• _WORK REQUEST_: Find how many lines of the records below contain the word "casing" and write that number by itself.
+++
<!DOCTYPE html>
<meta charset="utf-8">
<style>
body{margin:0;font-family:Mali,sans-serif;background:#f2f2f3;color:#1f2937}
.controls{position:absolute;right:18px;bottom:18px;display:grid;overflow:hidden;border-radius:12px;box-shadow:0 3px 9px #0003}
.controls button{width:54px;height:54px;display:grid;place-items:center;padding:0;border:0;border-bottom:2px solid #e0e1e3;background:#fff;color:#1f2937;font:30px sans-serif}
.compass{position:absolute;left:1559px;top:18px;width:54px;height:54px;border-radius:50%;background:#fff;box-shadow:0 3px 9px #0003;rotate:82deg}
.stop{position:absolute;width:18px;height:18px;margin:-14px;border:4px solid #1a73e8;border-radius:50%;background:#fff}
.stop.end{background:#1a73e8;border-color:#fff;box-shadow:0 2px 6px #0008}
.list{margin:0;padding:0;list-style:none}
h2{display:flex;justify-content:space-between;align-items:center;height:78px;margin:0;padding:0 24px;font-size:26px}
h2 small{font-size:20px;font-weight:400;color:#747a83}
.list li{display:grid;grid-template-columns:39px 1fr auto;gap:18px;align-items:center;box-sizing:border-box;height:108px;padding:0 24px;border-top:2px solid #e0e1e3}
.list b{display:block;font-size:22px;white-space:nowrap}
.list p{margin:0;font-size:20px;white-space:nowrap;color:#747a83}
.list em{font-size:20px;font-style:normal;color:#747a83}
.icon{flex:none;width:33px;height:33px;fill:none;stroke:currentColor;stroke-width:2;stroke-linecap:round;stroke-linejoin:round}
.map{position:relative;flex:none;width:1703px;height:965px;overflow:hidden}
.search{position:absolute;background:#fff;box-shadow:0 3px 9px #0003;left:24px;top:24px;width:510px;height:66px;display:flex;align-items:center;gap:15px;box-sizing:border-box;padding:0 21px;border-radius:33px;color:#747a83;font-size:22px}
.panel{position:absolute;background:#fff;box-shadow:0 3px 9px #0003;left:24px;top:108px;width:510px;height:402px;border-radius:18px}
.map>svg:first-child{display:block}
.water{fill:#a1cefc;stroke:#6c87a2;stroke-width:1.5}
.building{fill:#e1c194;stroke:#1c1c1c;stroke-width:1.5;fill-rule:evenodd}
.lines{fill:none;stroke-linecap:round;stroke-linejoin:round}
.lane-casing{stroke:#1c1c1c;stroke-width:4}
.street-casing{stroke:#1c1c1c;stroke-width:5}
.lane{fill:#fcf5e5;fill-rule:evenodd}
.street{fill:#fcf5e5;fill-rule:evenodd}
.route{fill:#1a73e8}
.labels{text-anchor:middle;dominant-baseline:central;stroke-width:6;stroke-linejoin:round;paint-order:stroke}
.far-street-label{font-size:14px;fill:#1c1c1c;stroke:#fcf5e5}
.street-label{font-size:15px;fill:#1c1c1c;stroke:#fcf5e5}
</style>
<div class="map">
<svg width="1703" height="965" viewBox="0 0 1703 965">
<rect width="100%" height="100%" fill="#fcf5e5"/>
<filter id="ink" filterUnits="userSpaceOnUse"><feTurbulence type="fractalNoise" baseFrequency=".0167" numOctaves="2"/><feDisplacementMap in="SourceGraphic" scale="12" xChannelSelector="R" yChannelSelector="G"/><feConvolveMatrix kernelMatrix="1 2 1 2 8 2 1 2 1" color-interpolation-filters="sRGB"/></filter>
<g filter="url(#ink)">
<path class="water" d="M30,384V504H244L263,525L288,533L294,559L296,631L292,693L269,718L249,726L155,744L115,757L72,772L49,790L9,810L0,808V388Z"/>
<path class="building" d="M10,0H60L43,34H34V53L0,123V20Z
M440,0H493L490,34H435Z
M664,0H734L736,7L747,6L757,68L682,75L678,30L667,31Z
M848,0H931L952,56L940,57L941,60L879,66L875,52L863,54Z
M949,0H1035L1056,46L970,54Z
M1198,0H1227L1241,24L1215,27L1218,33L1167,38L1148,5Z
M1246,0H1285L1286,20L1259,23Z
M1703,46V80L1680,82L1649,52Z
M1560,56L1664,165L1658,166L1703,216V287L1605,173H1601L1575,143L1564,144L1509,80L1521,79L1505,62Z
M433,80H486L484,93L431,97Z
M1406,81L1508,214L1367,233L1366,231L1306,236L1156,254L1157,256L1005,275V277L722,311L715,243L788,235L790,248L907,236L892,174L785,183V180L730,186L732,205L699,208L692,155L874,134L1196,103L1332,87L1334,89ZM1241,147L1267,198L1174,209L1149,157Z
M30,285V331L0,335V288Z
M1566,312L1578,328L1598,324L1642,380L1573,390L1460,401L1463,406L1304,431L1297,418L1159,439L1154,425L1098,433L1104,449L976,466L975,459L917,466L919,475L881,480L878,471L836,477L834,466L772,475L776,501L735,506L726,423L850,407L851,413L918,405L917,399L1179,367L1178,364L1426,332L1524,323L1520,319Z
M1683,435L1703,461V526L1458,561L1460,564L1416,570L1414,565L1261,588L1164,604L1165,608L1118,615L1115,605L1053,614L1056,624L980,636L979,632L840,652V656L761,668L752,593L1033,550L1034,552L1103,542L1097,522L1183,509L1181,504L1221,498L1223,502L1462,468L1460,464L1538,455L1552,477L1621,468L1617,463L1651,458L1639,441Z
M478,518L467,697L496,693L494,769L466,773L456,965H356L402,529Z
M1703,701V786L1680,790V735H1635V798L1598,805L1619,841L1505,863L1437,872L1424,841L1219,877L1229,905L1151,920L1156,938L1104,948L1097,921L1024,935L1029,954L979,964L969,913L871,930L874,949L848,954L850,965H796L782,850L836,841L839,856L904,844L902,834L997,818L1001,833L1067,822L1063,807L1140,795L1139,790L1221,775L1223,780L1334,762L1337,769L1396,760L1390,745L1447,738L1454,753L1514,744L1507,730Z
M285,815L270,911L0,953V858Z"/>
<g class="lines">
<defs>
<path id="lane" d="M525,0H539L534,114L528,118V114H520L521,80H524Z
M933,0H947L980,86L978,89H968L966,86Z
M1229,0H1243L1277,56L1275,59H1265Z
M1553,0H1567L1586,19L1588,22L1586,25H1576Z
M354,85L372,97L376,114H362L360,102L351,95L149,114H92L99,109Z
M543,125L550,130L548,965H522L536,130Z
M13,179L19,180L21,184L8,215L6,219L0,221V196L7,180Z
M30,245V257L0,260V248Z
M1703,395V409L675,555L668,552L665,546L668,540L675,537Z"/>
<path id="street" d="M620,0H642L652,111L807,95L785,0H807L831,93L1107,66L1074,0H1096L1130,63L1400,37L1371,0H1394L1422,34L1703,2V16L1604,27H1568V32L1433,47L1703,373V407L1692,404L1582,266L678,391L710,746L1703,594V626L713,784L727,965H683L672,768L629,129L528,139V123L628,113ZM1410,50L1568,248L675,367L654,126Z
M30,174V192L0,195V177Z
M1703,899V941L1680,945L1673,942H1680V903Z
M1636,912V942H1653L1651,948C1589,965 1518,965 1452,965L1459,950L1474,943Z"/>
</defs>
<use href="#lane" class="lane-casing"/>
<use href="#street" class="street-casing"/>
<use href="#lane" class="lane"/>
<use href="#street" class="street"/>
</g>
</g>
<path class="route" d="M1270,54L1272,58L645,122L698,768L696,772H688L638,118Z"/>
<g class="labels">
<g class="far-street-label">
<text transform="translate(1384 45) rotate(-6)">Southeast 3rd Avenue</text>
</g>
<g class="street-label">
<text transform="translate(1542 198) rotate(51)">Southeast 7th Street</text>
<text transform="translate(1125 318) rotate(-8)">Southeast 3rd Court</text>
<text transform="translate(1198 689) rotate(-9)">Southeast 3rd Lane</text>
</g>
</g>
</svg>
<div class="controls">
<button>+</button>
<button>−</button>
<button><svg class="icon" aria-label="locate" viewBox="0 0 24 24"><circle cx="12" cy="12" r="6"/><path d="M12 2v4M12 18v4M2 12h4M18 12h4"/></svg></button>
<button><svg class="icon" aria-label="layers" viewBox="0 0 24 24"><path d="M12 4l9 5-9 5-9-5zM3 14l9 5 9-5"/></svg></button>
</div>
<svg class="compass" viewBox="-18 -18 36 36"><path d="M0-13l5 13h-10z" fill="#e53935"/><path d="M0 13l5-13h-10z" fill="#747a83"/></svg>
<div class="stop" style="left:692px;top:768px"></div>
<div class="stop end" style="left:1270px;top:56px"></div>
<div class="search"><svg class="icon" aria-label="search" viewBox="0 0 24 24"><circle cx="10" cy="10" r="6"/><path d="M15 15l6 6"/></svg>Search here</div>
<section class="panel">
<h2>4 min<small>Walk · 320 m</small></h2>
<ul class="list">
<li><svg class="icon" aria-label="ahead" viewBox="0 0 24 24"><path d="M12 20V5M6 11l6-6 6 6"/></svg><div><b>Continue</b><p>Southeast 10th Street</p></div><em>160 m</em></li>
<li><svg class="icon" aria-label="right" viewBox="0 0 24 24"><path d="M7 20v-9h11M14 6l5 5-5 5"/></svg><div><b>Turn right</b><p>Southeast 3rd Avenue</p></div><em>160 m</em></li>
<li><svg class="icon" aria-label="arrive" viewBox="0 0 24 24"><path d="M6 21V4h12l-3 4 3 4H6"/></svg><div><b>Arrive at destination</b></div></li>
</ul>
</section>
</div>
+++
• _EXERCISE RESULT_: 4